[Dataset entries]
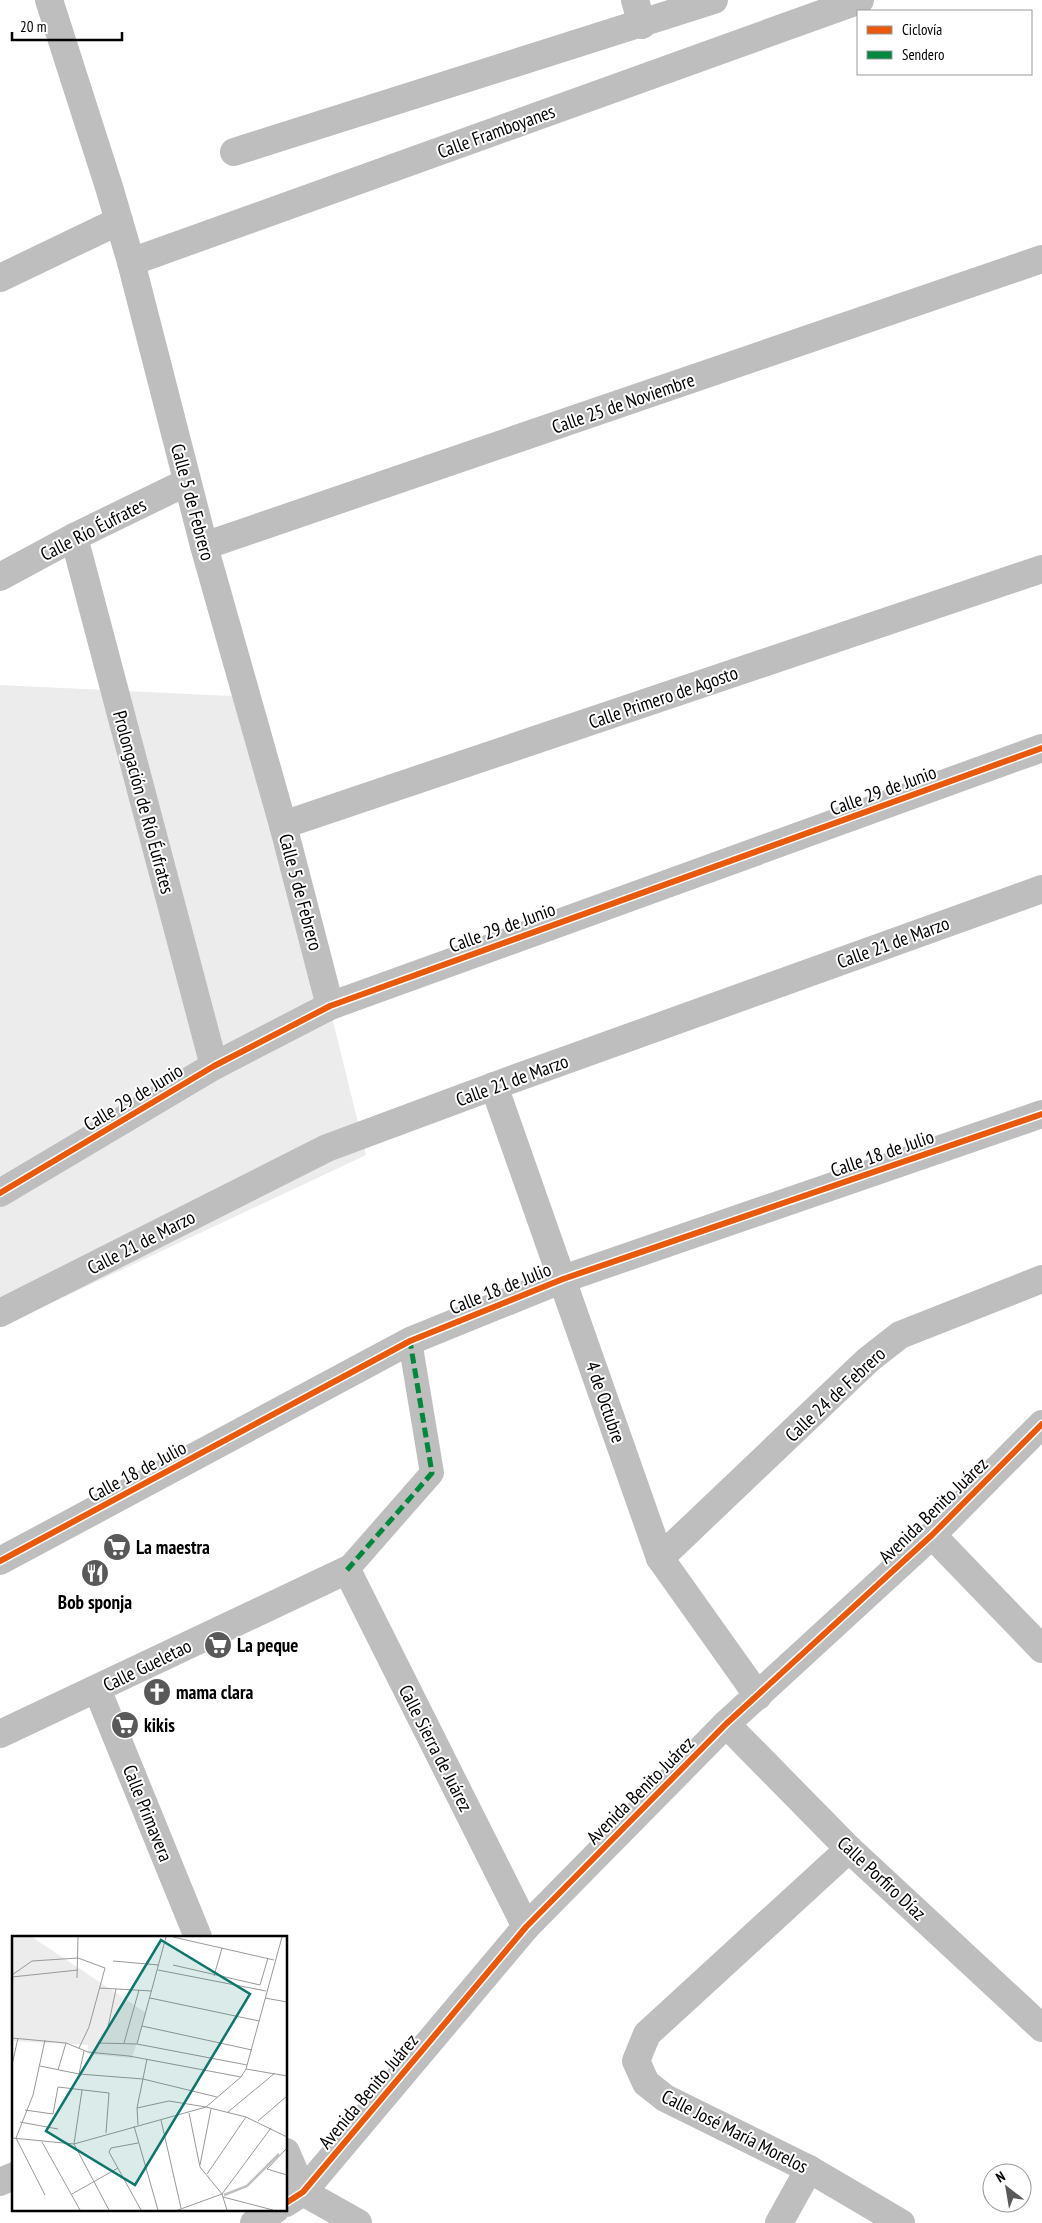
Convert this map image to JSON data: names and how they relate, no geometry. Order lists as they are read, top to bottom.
{
  "streets": {
    "street": [
      "Calle Framboyanes",
      "Calle 25 de Noviembre",
      "Calle 5 de Febrero",
      "Calle Río Éufrates",
      "Calle Primero de Agosto",
      "Calle 29 de Junio",
      "Prolongación de Río Éufrates",
      "Calle 21 de Marzo",
      "Calle 18 de Julio",
      "Calle 24 de Febrero",
      "4 de Octubre",
      "Avenida Benito Juárez",
      "Calle Gueletao",
      "Calle Sierra de Juárez",
      "Calle Primavera",
      "Calle Porfiro Díaz",
      "Calle José María Morelos"
    ]
  },
  "crossings": [
    ["Calle Framboyanes", "Calle 5 de Febrero"],
    ["Calle 25 de Noviembre", "Calle 5 de Febrero"],
    ["Calle 5 de Febrero", "Calle Río Éufrates"],
    ["Calle 5 de Febrero", "Calle Primero de Agosto"],
    ["Calle 5 de Febrero", "Calle 29 de Junio"],
    ["Calle Río Éufrates", "Prolongación de Río Éufrates"],
    ["Calle 29 de Junio", "Prolongación de Río Éufrates"],
    ["Calle 21 de Marzo", "4 de Octubre"],
    ["Calle 18 de Julio", "4 de Octubre"],
    ["Calle 24 de Febrero", "4 de Octubre"],
    ["4 de Octubre", "Avenida Benito Juárez"],
    ["Avenida Benito Juárez", "Calle Sierra de Juárez"],
    ["Avenida Benito Juárez", "Calle Porfiro Díaz"],
    ["Calle Gueletao", "Calle Sierra de Juárez"],
    ["Calle Gueletao", "Calle Primavera"],
    ["Calle Porfiro Díaz", "Calle José María Morelos"]
  ],
  "places": {
    "supermarket": ["La maestra", "La peque", "kikis"],
    "restaurant": ["Bob sponja"],
    "church": ["mama clara"]
  },
  "legend": ["Ciclovía", "Sendero"],
  "scale_bar": "20 m",
  "north": "top left"
}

*PROBLEM TO SOLVE*. Without the pictures, reproduce every entry exactly as written.

*YOUR RESPONSE*.
Convert this map image to JSON data: names and how they relate, no geometry. Order lists as they are read, top to bottom.
{
  "streets": {
    "street": [
      "Calle Framboyanes",
      "Calle 25 de Noviembre",
      "Calle 5 de Febrero",
      "Calle Río Éufrates",
      "Calle Primero de Agosto",
      "Calle 29 de Junio",
      "Prolongación de Río Éufrates",
      "Calle 21 de Marzo",
      "Calle 18 de Julio",
      "Calle 24 de Febrero",
      "4 de Octubre",
      "Avenida Benito Juárez",
      "Calle Gueletao",
      "Calle Sierra de Juárez",
      "Calle Primavera",
      "Calle Porfiro Díaz",
      "Calle José María Morelos"
    ]
  },
  "crossings": [
    ["Calle Framboyanes", "Calle 5 de Febrero"],
    ["Calle 25 de Noviembre", "Calle 5 de Febrero"],
    ["Calle 5 de Febrero", "Calle Río Éufrates"],
    ["Calle 5 de Febrero", "Calle Primero de Agosto"],
    ["Calle 5 de Febrero", "Calle 29 de Junio"],
    ["Calle Río Éufrates", "Prolongación de Río Éufrates"],
    ["Calle 29 de Junio", "Prolongación de Río Éufrates"],
    ["Calle 21 de Marzo", "4 de Octubre"],
    ["Calle 18 de Julio", "4 de Octubre"],
    ["Calle 24 de Febrero", "4 de Octubre"],
    ["4 de Octubre", "Avenida Benito Juárez"],
    ["Avenida Benito Juárez", "Calle Sierra de Juárez"],
    ["Avenida Benito Juárez", "Calle Porfiro Díaz"],
    ["Calle Gueletao", "Calle Sierra de Juárez"],
    ["Calle Gueletao", "Calle Primavera"],
    ["Calle Porfiro Díaz", "Calle José María Morelos"]
  ],
  "places": {
    "supermarket": ["La maestra", "La peque", "kikis"],
    "restaurant": ["Bob sponja"],
    "church": ["mama clara"]
  },
  "legend": ["Ciclovía", "Sendero"],
  "scale_bar": "20 m",
  "north": "top left"
}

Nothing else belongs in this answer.